_Working data_
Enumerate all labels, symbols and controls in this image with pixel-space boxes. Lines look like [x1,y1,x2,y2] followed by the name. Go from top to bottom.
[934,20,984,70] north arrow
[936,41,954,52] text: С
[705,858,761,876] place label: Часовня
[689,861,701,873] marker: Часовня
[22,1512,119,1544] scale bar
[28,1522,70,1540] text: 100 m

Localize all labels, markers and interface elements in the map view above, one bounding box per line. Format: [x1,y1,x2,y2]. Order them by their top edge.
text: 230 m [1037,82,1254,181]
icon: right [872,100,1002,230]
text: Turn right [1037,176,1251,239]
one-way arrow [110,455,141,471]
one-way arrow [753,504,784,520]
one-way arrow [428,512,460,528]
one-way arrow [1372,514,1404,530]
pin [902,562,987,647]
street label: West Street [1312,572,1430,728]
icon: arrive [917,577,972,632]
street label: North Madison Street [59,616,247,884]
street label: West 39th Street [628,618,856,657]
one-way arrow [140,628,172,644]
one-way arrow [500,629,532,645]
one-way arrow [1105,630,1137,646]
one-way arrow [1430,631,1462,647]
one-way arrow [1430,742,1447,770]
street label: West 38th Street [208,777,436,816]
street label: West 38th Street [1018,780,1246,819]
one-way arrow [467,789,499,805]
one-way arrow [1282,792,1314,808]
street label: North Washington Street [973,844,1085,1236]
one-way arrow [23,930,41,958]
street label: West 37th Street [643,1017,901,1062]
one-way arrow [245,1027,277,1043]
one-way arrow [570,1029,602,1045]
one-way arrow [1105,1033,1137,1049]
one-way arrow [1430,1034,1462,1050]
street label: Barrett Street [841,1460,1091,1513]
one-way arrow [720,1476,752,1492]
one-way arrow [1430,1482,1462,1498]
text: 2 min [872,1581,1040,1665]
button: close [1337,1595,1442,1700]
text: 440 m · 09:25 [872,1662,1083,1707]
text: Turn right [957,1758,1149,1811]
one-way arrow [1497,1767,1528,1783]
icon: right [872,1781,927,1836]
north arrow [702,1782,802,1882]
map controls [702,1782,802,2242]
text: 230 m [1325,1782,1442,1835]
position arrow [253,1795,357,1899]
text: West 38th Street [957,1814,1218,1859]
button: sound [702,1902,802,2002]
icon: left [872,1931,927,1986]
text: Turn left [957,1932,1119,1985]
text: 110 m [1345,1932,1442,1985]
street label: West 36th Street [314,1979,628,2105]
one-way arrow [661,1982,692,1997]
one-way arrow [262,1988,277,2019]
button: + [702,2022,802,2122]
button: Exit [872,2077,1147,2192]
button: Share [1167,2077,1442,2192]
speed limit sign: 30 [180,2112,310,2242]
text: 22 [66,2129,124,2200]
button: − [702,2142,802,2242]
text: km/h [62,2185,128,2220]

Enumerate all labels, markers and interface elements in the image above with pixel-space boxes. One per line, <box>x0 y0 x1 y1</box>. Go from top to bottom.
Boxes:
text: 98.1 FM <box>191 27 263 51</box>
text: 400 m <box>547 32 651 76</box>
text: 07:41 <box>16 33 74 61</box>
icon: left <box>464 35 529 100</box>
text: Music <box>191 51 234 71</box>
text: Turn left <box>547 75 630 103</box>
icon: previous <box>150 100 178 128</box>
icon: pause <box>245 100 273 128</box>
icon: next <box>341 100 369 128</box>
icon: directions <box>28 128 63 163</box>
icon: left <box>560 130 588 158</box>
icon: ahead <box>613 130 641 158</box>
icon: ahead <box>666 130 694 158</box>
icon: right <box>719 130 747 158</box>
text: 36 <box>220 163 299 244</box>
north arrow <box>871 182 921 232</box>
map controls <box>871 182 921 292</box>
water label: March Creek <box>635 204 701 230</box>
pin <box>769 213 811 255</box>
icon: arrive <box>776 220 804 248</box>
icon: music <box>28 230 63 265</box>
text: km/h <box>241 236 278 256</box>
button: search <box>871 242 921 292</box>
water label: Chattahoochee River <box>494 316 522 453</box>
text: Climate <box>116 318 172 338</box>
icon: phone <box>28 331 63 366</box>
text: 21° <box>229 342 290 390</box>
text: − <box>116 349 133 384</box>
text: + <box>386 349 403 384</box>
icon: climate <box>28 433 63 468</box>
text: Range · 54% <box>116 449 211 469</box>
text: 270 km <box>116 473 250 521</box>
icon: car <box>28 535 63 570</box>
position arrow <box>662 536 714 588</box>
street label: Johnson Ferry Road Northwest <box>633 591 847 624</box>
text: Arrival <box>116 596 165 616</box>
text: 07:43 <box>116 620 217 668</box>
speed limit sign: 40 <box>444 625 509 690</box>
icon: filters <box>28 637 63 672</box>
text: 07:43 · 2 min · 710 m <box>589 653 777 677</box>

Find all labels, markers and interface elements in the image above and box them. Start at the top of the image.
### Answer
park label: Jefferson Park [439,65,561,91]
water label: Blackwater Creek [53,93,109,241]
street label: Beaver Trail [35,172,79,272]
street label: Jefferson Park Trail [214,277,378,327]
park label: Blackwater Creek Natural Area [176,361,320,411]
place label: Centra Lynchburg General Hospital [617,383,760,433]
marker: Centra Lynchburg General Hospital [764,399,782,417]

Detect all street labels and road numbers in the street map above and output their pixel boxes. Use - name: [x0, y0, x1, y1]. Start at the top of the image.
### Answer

_Problem requirements_
Would you show each line of the material above that contains the string "Start"?

_Response box_
Find all labels, markers and interface elements in the image above and box them. Start at the top of the image.
Detect all street labels and road numbers in the street map above and output their pixel boxes. Use - name: [x0, y0, x1, y1]. Start at the top of the image.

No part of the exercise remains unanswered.